I started working at OptimalBI a few months ago. My area of expertise is Data Warehouse development, using Microsoft SQL Server. I was, therefore, a good candidate to test how difficult it is to start using ODE (Optimal Data Engine).
ODE is an open source application that can be used to build an automated data warehouse environment. The core of ODE is built around the Data Vault approach. Despite having experience in Data Warehousing, Data Vault was new for me. First, I had to learn Data Vault theory. I got it quite quickly as there is no major conceptual change to what I already know, it’s just a new way of organising data structures. So, I was ready to start doing Vault things myself quite quickly.
I was told that ODE is a cool tool which builds Data Vaults. I thought: “Wow, I’ll just click the big button and it’ll do everything for me!” Not really. It’s still just a tool, and as with any tool, the results are dependent on whoever is using it. ODE is a tool which helps to build a Data Vault quickly. It does the dirty jobs while developers are still doing the cool stuff; development!

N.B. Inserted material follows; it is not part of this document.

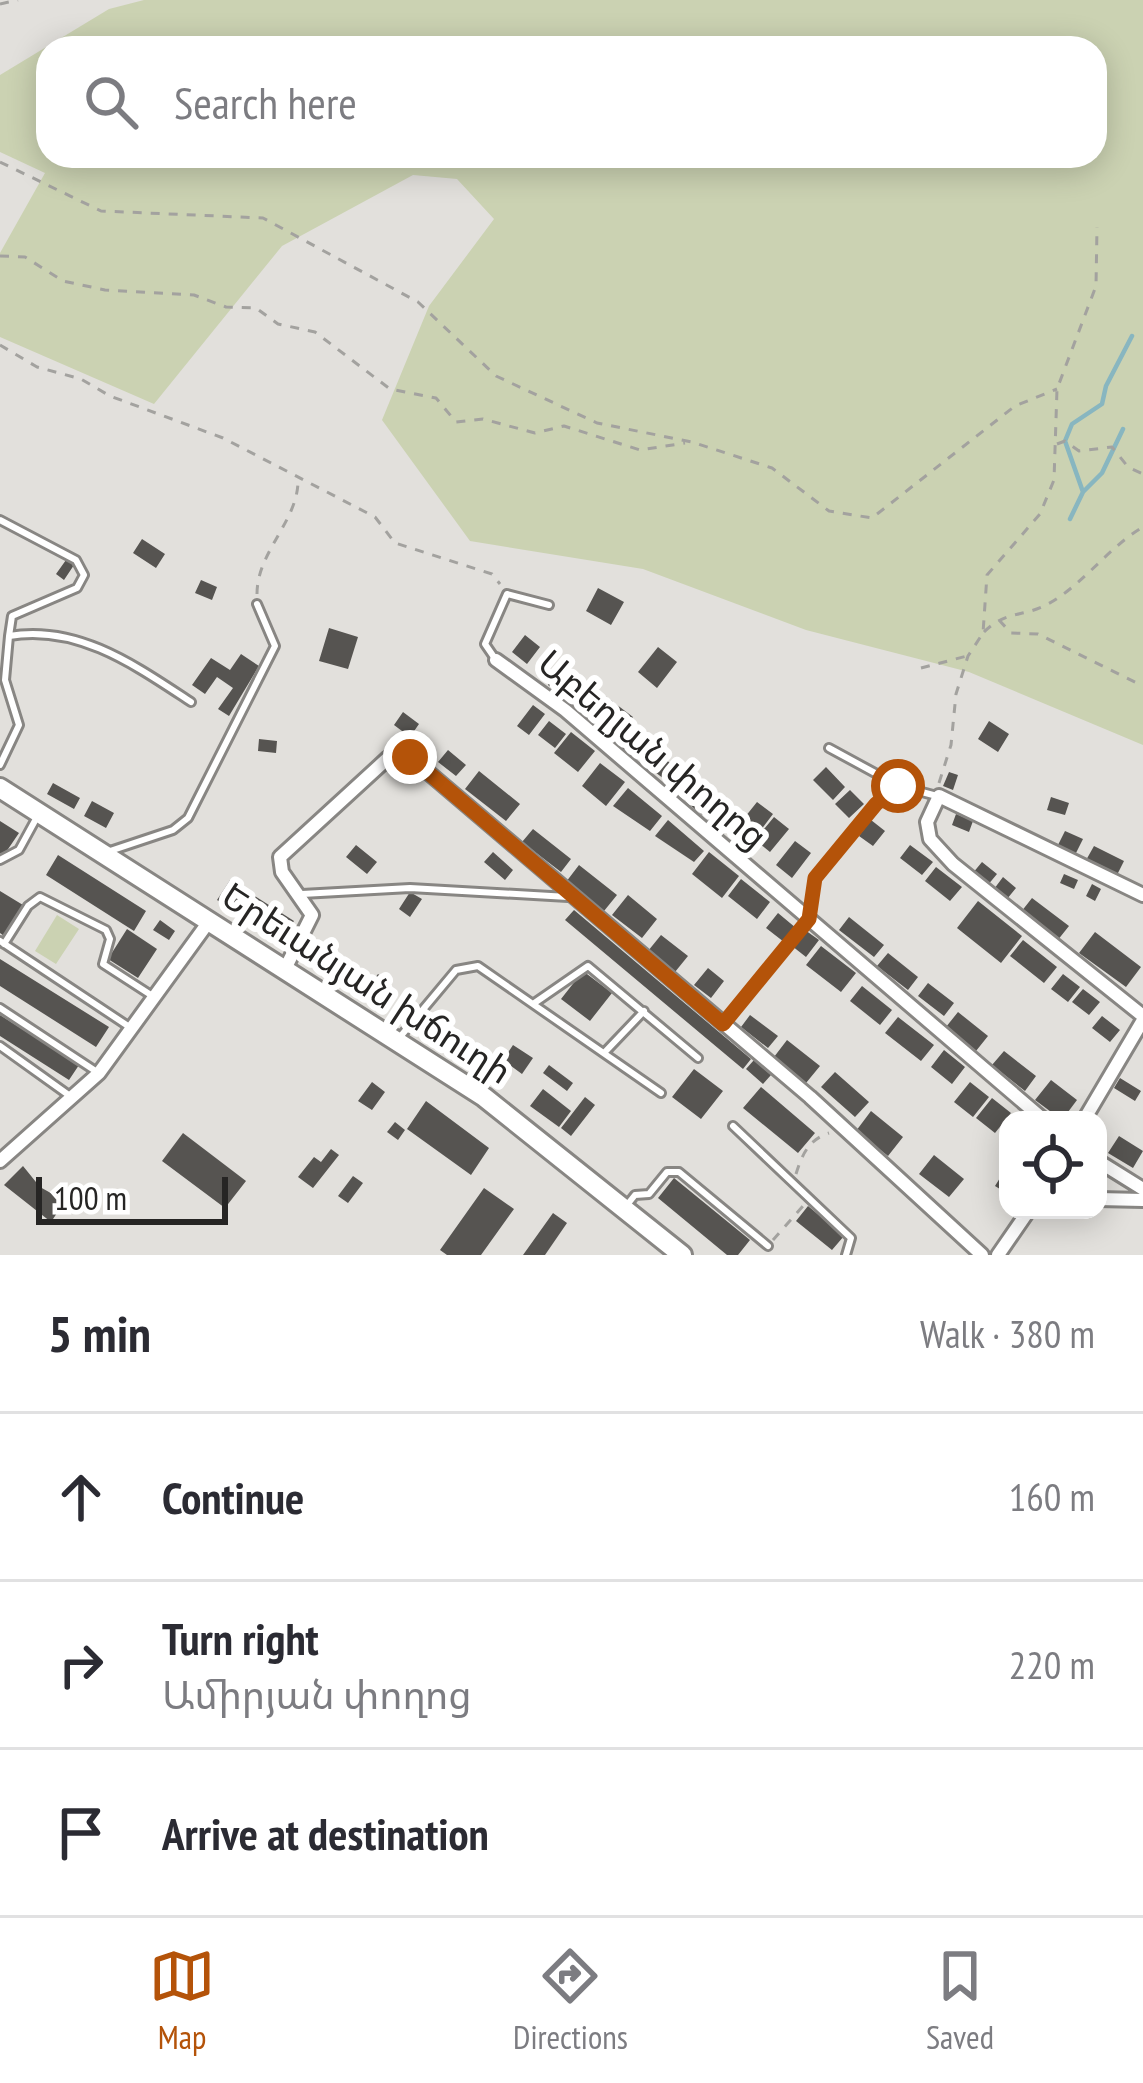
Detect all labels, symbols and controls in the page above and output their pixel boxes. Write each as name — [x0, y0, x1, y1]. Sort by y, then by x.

Development with ODE is config-driven. First, you need to understand the business concepts; then you turn them into Data Vault ensembles, which is called modelling; then you describe a model to ODE using simple SQL commands. There are lots of them, as you need to describe not only objects but relationships between them as well. Once the ODE configuration engine has the data, it can create the Vault.
I’ve built my first Data Vault using the AdventureWorks database as a source with some help from the ODE.ninja website. I’ve picked up how to create hubs and satellites very quickly. ODE.ninja describes it well. Links were not so easy, I had to ask lots of questions. Don’t worry, I’ve put my experience together in my first ODE.ninja post, so you don’t need to struggle. Then I hooked up the new Vault objects to the data sources. I didn’t need to schedule a source update and I didn’t need to release my configuration, so after a few more iterations I could create Data Vault tables very quickly.
Since then, I’ve also experienced using ODE in a work environment with the real data. Currently, I’m a member of an Agile BI team. Our project’s target is to build a Data Vault with ODE to replace an existing data warehouse. So far we have had created some ensembles, identified the way to develop and release Data Vault objects in a painless way and wrote some standards to keep everything consistent. We even implemented some business rules and built two reports. ODE has proved to be a usable tool.
Things I like in ODE:
- Current flags, start and end dates and source system ID. ODE does it all. There’s no need to implement this logic every time or even copy and paste a piece of code for it. This saves a lot of time.
- Incremental releases. ODE is nicely aligned with the Agile methodology. Every object you describe in ODE configuration has a release number. This allows the release of small portions of development to another environment.
- It’s easy to find out how the Data Vault objects are configured from the configuration. This is important when you deal with multiple source systems and complicated logic.
- It’s free and it’s a good tool to learn Data Vault!
Things I’m missing from ODE:
- A GUI. Currently, ODE doesn’t have one. To get the ensemble into the Data Vault, I need to run a number of different stored procedures. I also need to pick up a numeric key from the output to use it as an input to another stored procedure. Luckily, I’m good at SQL, so it’s not a problem, however, ODE would be much better with it.
- There is no easy one-page manual. ODE.ninja helps a lot, but not all topics are covered.
- The business logic should be implemented in the staging layers via stored procedures. Currently, it requires good SQL programming skills.
- While the configuration release is easy, all the database code (views, stored procedures, etc) is not so easy to promote between the environments.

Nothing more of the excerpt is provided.